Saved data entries
:::
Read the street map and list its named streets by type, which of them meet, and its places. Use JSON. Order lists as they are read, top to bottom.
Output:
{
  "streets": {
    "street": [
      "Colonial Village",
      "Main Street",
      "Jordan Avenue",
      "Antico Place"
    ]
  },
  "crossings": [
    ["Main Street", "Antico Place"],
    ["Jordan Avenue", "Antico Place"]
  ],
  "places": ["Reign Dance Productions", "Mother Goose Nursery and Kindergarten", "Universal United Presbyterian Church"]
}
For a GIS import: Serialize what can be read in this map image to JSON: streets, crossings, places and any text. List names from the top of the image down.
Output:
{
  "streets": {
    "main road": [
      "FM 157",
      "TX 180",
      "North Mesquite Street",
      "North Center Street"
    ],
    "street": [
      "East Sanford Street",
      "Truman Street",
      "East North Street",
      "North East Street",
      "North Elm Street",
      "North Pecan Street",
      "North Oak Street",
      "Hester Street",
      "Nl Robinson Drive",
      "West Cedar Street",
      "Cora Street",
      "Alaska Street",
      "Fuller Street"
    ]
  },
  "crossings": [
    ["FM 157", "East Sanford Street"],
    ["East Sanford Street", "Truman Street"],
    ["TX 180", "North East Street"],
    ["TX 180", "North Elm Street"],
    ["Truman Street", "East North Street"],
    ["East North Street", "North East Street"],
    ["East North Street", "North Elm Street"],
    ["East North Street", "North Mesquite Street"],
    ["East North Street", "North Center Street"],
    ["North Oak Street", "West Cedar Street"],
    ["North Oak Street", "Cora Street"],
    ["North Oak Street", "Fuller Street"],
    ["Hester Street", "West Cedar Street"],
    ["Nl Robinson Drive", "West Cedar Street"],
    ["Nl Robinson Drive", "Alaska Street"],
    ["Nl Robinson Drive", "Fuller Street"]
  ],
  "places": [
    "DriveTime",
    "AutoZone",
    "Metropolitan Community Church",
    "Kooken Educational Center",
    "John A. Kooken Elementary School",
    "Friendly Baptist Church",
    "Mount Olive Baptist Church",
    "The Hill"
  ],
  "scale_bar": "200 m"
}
:::
Work instruction - Repeat exactly the lines of the data from the first one through the line with "For a GIS import: Serialize", both of them included.

Task output -
Read the street map and list its named streets by type, which of them meet, and its places. Use JSON. Order lists as they are read, top to bottom.
Output:
{
  "streets": {
    "street": [
      "Colonial Village",
      "Main Street",
      "Jordan Avenue",
      "Antico Place"
    ]
  },
  "crossings": [
    ["Main Street", "Antico Place"],
    ["Jordan Avenue", "Antico Place"]
  ],
  "places": ["Reign Dance Productions", "Mother Goose Nursery and Kindergarten", "Universal United Presbyterian Church"]
}
For a GIS import: Serialize what can be read in this map image to JSON: streets, crossings, places and any text. List names from the top of the image down.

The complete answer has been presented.